29 http://www.selleckchem.com/products/ulixertinib-bvd-523-vrt752271.html increased TS was found in migraine patients for repeated mechanical and electrical noxious stimuli delivered at the periorbital area as well as at a remote body
site. Moreover, enhanced TS was demonstrated in association with more severe clinical parameters of disease and tended to normalize with time elapsed since last migraine attack.30 Inhibitors,research,lifescience,medical Temporo-mandibular disorder. Submaximal effort tourniquet application as the conditioning stimulus was found non-efficient in reducing the clinical pain in these patients.31 These patients also responded with increased TS to repeated heat and to repeated mechanical noxious stimuli delivered on local and on remote from the painful body sites.32–35 Osteoarthritis.
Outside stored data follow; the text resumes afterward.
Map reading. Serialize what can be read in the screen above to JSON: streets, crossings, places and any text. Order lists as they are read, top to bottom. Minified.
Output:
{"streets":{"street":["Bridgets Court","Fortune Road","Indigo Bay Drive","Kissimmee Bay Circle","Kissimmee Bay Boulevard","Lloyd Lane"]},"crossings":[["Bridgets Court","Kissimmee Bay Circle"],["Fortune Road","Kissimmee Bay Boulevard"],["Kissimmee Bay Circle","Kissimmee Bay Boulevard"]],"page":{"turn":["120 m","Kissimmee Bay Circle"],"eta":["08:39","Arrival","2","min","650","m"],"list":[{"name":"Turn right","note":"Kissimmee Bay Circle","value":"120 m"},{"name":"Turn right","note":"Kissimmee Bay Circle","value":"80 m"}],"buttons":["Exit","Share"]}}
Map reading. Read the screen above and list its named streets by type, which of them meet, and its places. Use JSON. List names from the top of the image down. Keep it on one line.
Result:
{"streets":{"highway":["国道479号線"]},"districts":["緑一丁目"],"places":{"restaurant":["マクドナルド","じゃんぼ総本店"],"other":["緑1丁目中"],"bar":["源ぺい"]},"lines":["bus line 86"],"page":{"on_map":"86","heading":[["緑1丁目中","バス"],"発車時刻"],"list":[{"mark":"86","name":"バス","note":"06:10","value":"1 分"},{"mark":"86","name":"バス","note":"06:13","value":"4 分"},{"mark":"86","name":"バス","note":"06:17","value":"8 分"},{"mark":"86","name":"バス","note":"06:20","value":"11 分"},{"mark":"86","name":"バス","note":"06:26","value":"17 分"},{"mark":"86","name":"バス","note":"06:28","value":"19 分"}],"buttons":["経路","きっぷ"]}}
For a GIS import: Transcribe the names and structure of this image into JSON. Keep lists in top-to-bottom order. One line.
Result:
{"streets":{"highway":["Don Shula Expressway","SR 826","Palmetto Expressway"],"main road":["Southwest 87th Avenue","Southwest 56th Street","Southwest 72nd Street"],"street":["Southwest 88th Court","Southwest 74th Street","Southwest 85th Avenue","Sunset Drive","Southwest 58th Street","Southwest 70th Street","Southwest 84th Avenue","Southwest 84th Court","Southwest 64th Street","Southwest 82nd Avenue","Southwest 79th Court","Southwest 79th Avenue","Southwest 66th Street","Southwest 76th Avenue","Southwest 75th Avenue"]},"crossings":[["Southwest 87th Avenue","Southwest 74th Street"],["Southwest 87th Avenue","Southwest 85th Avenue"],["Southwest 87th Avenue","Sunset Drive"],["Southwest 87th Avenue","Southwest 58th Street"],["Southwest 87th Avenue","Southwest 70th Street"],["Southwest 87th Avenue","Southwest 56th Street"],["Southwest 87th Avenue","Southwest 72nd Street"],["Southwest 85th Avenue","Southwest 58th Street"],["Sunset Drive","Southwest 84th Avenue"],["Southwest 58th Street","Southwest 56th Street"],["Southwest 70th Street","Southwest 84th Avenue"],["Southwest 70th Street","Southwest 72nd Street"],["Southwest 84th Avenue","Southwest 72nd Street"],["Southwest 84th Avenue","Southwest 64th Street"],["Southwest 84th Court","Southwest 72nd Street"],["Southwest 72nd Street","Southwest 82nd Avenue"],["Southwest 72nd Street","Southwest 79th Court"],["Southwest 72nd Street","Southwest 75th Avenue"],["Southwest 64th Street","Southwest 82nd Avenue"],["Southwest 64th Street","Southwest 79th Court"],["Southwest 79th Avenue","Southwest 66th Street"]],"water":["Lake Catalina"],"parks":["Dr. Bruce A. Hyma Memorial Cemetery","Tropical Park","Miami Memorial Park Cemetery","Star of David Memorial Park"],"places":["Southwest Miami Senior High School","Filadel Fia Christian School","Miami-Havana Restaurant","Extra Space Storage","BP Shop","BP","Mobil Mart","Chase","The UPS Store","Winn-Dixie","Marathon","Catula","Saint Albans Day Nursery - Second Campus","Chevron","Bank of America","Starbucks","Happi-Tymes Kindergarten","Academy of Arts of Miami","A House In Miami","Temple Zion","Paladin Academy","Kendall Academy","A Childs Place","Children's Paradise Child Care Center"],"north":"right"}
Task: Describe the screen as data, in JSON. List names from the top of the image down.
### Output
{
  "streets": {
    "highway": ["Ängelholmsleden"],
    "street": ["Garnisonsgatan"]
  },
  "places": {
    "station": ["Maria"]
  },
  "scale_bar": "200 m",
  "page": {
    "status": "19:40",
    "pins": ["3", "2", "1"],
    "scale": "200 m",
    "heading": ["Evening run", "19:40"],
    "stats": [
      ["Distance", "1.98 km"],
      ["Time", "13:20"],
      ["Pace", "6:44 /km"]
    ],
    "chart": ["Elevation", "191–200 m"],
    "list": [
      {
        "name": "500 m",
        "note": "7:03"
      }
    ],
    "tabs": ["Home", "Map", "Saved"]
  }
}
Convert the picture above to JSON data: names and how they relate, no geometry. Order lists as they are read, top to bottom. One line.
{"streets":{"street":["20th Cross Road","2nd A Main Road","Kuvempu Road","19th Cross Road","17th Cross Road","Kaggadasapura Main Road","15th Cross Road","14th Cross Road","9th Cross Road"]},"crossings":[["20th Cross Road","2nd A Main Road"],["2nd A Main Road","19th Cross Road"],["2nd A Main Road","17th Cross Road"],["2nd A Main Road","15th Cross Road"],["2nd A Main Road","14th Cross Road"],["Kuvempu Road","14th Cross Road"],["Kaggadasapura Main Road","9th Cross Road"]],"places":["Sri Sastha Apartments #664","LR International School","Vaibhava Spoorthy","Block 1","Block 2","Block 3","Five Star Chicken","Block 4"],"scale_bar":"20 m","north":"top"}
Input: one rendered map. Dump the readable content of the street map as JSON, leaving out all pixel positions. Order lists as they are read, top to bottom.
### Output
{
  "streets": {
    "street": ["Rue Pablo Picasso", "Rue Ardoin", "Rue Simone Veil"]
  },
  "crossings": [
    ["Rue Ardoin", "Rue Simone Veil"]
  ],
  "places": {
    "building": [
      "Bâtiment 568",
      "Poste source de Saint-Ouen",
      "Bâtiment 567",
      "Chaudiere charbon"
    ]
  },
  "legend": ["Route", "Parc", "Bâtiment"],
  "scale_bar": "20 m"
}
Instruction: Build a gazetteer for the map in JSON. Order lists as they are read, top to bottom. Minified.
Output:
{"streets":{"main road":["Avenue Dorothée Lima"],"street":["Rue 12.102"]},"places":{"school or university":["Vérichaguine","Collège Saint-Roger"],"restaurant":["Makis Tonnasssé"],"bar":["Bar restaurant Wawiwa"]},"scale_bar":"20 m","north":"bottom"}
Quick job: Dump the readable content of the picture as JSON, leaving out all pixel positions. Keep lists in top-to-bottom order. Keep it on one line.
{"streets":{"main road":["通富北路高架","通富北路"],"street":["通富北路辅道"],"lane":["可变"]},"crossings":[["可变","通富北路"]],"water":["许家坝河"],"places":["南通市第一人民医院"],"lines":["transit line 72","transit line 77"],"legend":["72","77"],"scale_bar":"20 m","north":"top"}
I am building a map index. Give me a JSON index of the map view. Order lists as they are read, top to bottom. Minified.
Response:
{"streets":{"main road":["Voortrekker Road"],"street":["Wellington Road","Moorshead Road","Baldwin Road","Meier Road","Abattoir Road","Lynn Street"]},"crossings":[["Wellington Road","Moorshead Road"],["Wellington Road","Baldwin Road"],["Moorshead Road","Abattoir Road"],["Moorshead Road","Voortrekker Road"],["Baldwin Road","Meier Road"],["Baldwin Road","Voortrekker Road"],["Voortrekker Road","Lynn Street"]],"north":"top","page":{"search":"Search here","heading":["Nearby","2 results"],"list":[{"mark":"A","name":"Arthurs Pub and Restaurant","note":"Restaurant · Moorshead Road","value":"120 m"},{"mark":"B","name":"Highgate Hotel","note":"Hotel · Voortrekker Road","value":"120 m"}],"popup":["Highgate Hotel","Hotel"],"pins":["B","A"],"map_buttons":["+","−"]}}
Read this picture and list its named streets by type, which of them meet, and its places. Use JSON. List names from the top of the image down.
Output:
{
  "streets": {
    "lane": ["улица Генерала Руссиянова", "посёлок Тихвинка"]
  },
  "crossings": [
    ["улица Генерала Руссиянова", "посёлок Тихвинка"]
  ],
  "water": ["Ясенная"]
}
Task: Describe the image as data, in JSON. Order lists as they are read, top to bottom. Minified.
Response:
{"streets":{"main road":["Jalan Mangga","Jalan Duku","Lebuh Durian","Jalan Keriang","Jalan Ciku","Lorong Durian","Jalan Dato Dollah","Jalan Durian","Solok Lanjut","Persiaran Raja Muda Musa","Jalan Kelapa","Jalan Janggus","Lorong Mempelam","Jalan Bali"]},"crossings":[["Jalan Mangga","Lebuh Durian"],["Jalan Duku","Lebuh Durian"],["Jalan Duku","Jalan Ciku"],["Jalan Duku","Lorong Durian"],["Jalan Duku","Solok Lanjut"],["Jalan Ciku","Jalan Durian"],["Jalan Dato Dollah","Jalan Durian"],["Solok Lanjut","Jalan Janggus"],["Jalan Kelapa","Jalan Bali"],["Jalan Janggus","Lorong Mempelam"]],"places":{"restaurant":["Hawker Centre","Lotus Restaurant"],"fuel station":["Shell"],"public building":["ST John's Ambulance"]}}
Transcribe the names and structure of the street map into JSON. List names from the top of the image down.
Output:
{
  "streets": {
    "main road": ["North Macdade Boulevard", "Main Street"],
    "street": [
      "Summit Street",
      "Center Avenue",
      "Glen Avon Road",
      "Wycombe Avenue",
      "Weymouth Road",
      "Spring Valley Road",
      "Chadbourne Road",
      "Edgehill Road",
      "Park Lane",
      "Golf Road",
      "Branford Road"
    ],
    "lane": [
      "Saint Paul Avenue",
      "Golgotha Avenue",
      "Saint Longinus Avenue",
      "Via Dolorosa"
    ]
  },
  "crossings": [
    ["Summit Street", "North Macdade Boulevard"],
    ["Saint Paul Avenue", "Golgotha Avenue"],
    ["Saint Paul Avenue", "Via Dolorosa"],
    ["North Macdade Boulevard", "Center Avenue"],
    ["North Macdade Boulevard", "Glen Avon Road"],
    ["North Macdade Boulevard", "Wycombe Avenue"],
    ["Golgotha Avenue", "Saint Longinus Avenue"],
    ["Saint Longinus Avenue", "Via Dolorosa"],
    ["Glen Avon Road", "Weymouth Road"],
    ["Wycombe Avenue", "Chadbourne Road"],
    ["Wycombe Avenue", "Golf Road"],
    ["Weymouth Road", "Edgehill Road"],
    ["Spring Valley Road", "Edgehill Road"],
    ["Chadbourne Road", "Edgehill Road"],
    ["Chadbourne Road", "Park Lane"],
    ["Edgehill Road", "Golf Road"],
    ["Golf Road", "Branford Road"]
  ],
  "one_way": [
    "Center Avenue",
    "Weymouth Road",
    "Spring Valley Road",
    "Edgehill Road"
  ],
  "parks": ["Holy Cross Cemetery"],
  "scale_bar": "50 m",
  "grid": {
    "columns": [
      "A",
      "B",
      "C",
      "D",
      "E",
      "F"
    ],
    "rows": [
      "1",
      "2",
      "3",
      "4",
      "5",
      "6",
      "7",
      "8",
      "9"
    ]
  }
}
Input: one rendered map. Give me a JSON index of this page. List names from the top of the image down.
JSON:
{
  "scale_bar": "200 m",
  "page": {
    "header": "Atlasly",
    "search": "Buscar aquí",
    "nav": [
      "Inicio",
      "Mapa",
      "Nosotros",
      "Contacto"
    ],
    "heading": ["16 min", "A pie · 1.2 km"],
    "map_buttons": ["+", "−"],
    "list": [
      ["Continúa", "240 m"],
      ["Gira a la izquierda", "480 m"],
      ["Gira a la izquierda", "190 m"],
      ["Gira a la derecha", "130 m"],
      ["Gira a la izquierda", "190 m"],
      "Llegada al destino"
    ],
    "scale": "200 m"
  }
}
Patients with knee and with hip osteoarthritis demonstrated Inhibitors,research,lifescience,medical less efficient CPM as assessed by the effect of experimental or ongoing clinical pain on pressure pain thresholds.36–40 In addition, they demonstrated significant enhancement of TS to noxious pressure as well as to noxious heat stimuli at the site of inflammation and at
remote body regions.41 Whiplash. Results of a recent study raised evidence for impaired descending Inhibitors,research,lifescience,medical pain inhibition in chronic whiplash patients such that Inhibitors,research,lifescience,medical the application of ischemic pain as conditioning stimulus did not diminish the perception of pressure pain stimuli.42 In line with deficient endogenous pain inhibition, widespread deep tissue hyperalgesia in chronic whiplash was associated with enhanced TS to pressure pain stimuli.43,44 Consequently, the term “pro-nociceptive” is commonly used to describe, at the clinical level, the Inhibitors,research,lifescience,medical pain modulation profile of patients suffering from the idiopathic pain disorders. As can be seen from the aforementioned literature
overview, these patients can express less efficient CPM, enhanced TS, or both, at psychophysical and neurophysiological levels, as compared to healthy subjects (Figure 2). The exact interrelations between inhibitory and facilitatory 3-mercaptopyruvate sulfurtransferase pain modulation systems in the clinical arena are still unclear. The reverse situation, an “anti-nociceptive” profile, is less known to us; most likely it represents an inherent or medication-induced resistance to pain. Likely examples would be the pain reduction in migraine patients in response to preventive treatment, and prevention of post-surgical pain by pre-emptive analgesic treatment. Figure 2 The Expression of Psychophysical Tests along the Pain Modulation Profile.